From the March ACP Internist, copyright © 2008 by the American College of Physicians.

By Brian Whitman

Vaccines are covered in a variety of ways under Medicare, which can cause some significant confusion for both patients and physicians. This month’s column clarifies that by considering a variety of scenarios.

Q: How are vaccines paid for under Medicare Part B?

A: Medicare Part B, which covers physician services and other medical services outside of hospitalization, did not typically provide for preventive services. But over the years, laws were passed that allow for the provision of three preventive vaccines under Medicare: pneumococcal, influenza and hepatitis B for high risk beneficiaries.

No other preventive vaccines are covered under Medicare Part B. However, vaccines that are provided in response to an injury or illness, such as a tetanus vaccine provided to patient who stepped on a nail, are covered.

Part B vaccines provided by a physician are billed using the standard claims process that is familiar to physicians.

Q: How are vaccines paid for under Medicare Part D?

A: In 2006, a prescription drug benefit was added to Medicare. This benefit, often referred to as Medicare Part D, added coverage for prescription drugs for the first time.

Medicare Part D is administered by various private contractors that are required to meet certain requirements for their formularies. One of these requirements is that they provide coverage for vaccines that are not covered under Medicare Part B as these vaccines become licensed by the Food and Drug Administration (FDA).

The most prominent vaccine to be covered under Medicare Part D is the herpes zoster vaccine that the FDA approved in 2006. Although most Medicare patients would not be eligible to receive this vaccine, the human papilloma virus vaccine that was also approved in 2006 would be on this list as well. As other vaccines are approved by the FDA and introduced into the market, Medicare Part D plans must cover them. But, Medicare Part D plans are not required to cover every brand of drug if there are multiple options available.

Q: Can a physician be paid for providing a vaccine covered under Part D?

A: Physicians may purchase their Part D vaccines from manufacturers or suppliers much like they do with other drugs that they administer.

Medicare Part D works like a preferred provider organization, in which there is a participating network as well as out-of-network providers.

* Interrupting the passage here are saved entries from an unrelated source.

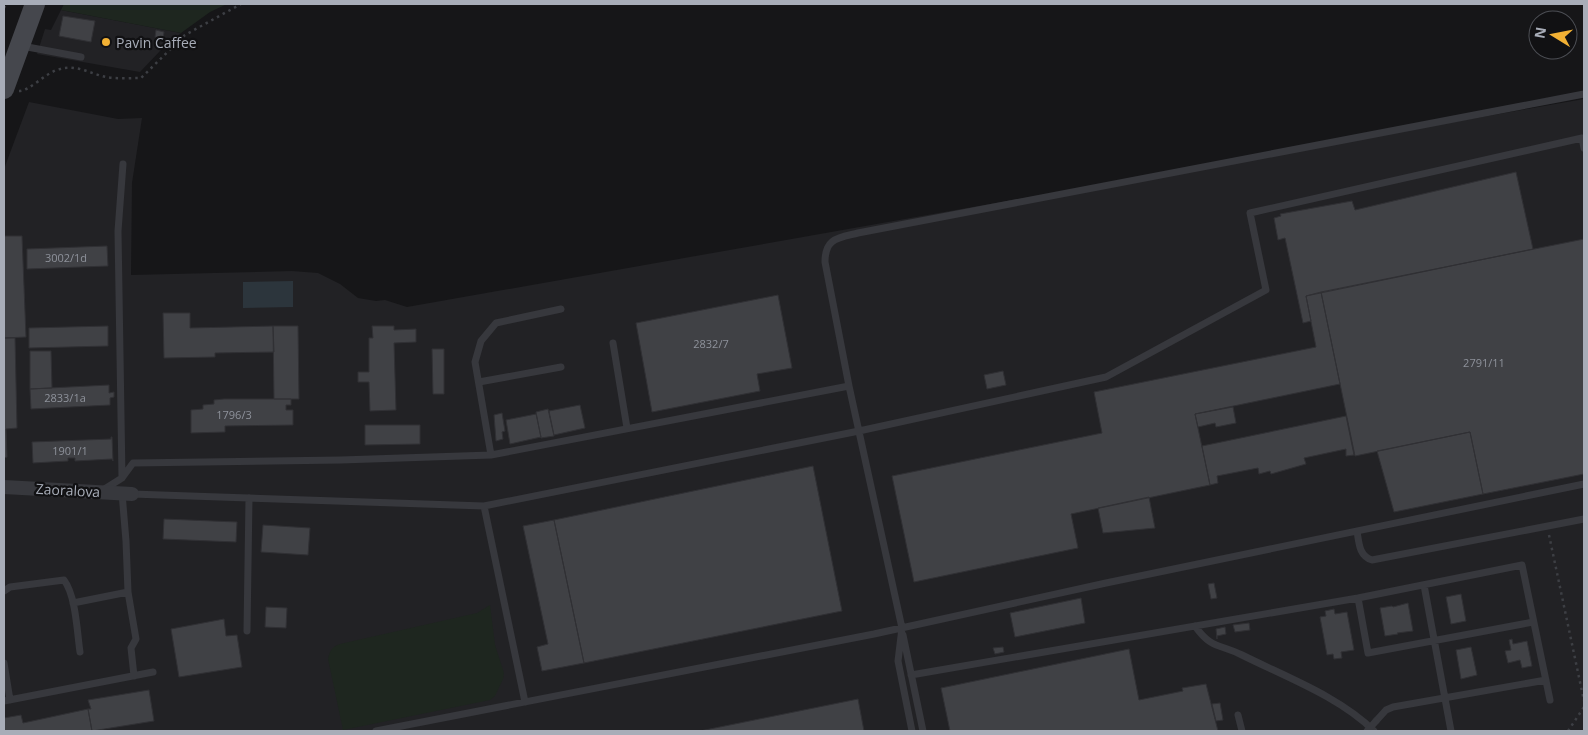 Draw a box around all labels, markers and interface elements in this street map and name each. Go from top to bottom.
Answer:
north arrow [1528,10,1578,60]
text: N [1529,25,1550,40]
place label: Pavin Caffee [116,33,197,52]
marker: Pavin Caffee [100,36,112,48]
house number: 3002/1d [45,250,87,265]
house number: 2832/7 [693,336,729,351]
house number: 2791/11 [1463,355,1505,370]
house number: 2833/1a [44,390,86,405]
house number: 1796/3 [216,407,252,422]
house number: 1901/1 [52,443,88,458]
street label: Zaoralova [35,479,101,501]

In this case, the participating providers would generally be pharmacies that contract with these private plans to provide drugs to patients at a certain cost, part of which may be covered by the patients. Although patients may receive services from out-of-network providers, they have a significant financial incentive to receive them from in-network providers.

The problem is that physicians are not pharmacies and do not generally enroll as participating providers with Medicare Part D plans. Therefore, when a physician provides a vaccine to a patient, it is an out-of-network service. If a patient sees an out-of-network provider, that patient will have to pay cash and file paperwork with his or her Part D drug plan in order to be reimbursed.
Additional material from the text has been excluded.